When the first two EF team blogs on Migrations came out, it looked as if there were two distinct approaches you could take: automatic, and code-based. Choice, hurray! So, which one should you use? Why wouldn't you just go automatic? Let Migrations work out the difference between your code and the database and patch everything up?

Well, the problem with automatic migrations, as this ElegantCode blog post suggests, is that there's no record of what just happened, no way back, no direction home, like a rolling stone. Code-based Migrations gives you a way to go up and come back down again. When you look at point 8 in that post ("Tear all the way down, and then back up") where he runs through the sequence of migrations from the initial one to the most recent, and then reverses the order, you have to admit - that's a well-oiled machine right there. So I'm going with code-based.

The strategy

It means though that every time you change your entities, for instance when adding a property:
public class User : Entity
    public string FirstName { get; set; }
    public string LastName { get; set; }
    public string MiddleName { get; set; }
you have to manually create a migration:
Add-Migration AddUserMiddleName
When you do that, you get a configuration file ("/Migrations/201204280429379_AddUserMiddleName.cs" or so). When you then apply that change to your database:
you get a record of that in __MigrationHistory. If you don't opt for the 'add-migration' step, you still get the __MigrationHistory record, only with an effectively anonymous MigrationId, such as "201204280429379_AutomaticUpdate".

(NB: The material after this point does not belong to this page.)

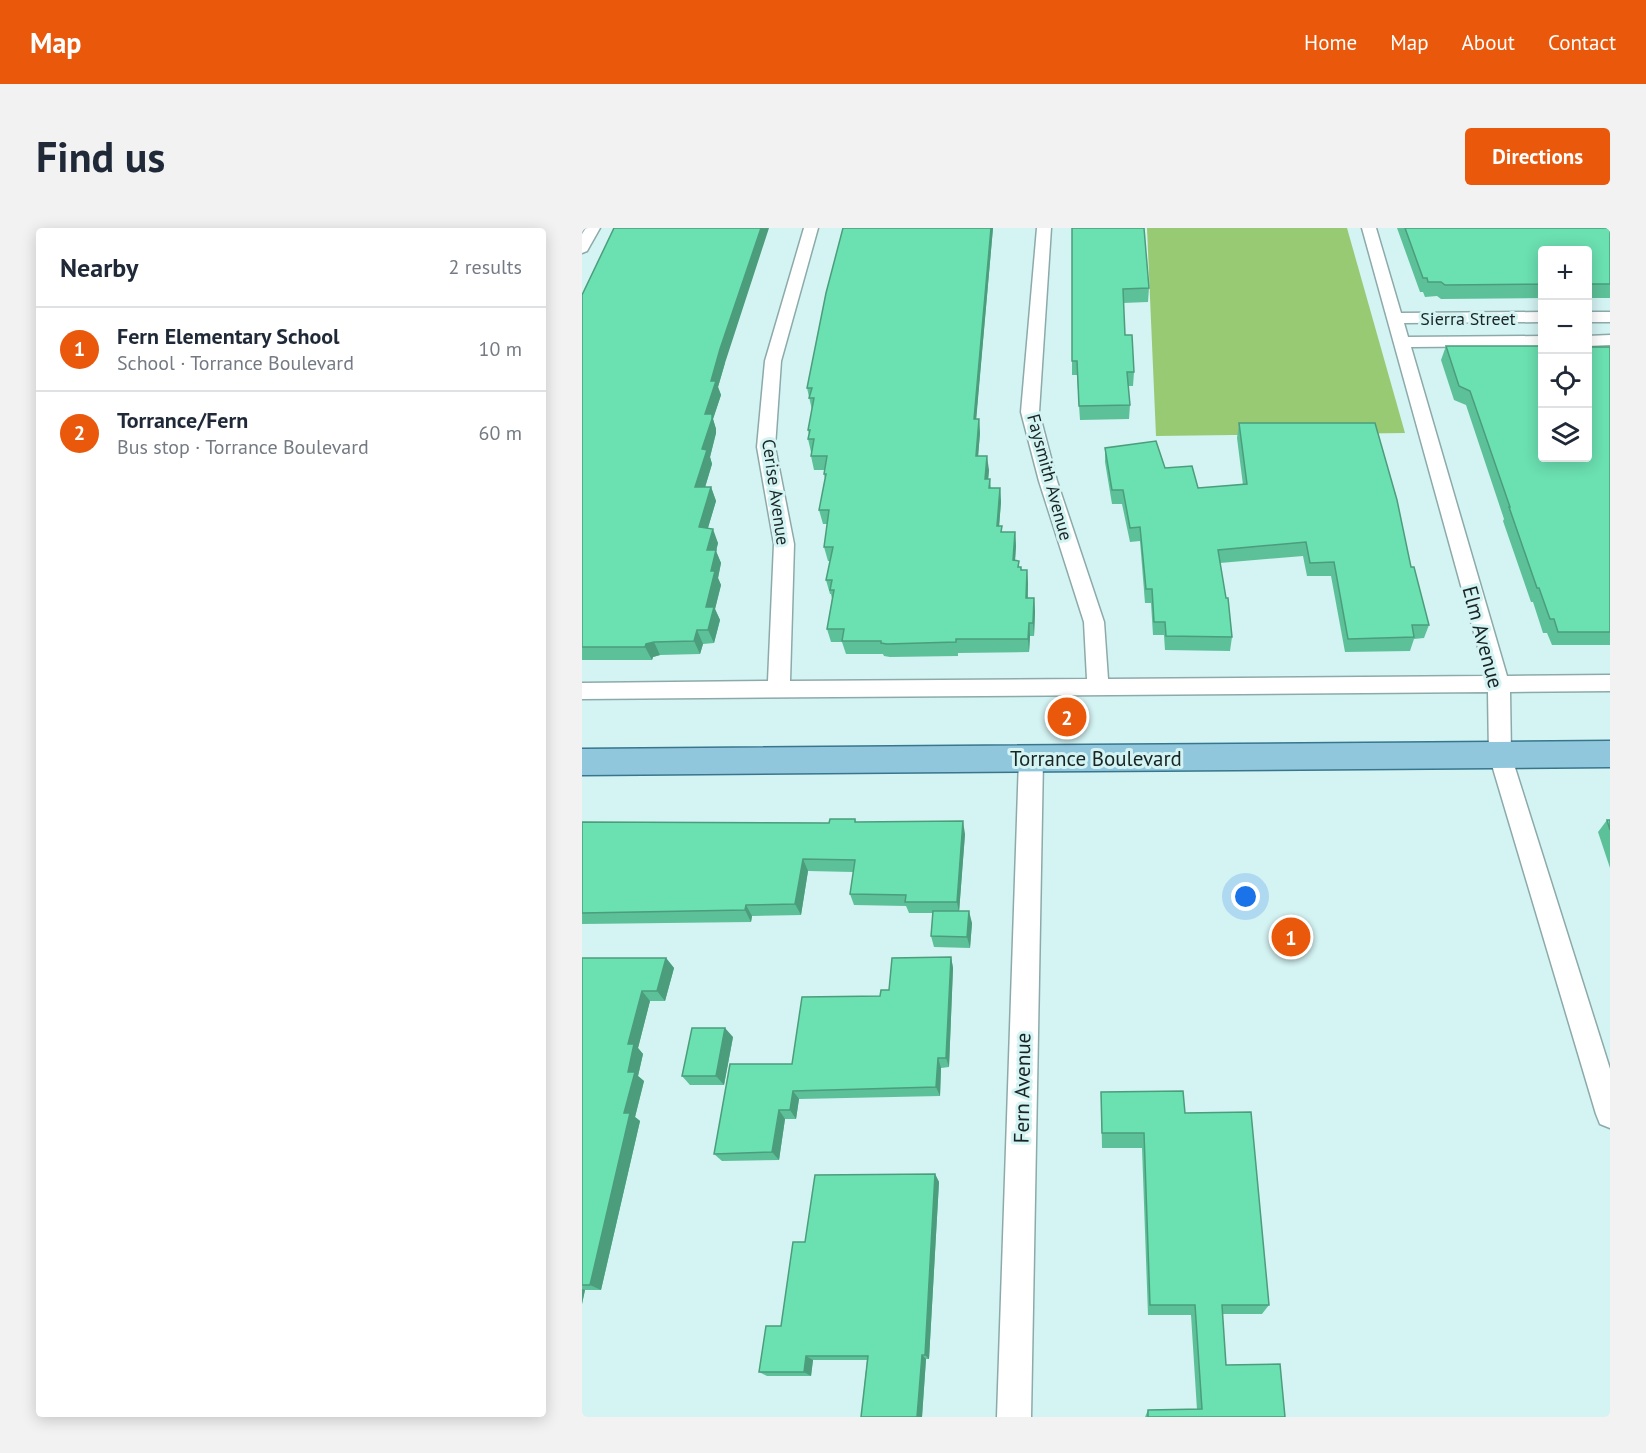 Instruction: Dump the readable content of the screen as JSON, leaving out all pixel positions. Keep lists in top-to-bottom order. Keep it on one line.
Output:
{"streets":{"main road":["Torrance Boulevard"],"street":["Sierra Street","Faysmith Avenue","Cerise Avenue","Elm Avenue","Fern Avenue"]},"crossings":[["Sierra Street","Elm Avenue"],["Elm Avenue","Torrance Boulevard"],["Torrance Boulevard","Fern Avenue"]],"page":{"header":"Map","nav":["Home","Map","About","Contact"],"buttons":"Directions","title":"Find us","heading":["Nearby","2 results"],"map_buttons":["+","−"],"list":[{"mark":"1","name":"Fern Elementary School","note":"School · Torrance Boulevard","value":"10 m"},{"mark":"2","name":"Torrance/Fern","note":"Bus stop · Torrance Boulevard","value":"60 m"}],"pins":["2","1"]}}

You don't have to scaffold up an explicit, code-based migration for every trifling model change you make: you could aggregate a bunch of them under a task name 'Add-Migration "ChangeLoginToAllowOpenID"' for example. But if you want to develop your app with incremental model changes, which, let's face it, is hard to do any other way, you'll find yourself doing the "Add-Migration...Update-Database" dance quite a lot. But seriously - so what? You end up doing so many menial web development housekeeping tasks all the time anyway, from periodically getting latest from TFS and merging, to cleaning up code with ReSharper, that ... you know what? Just do it.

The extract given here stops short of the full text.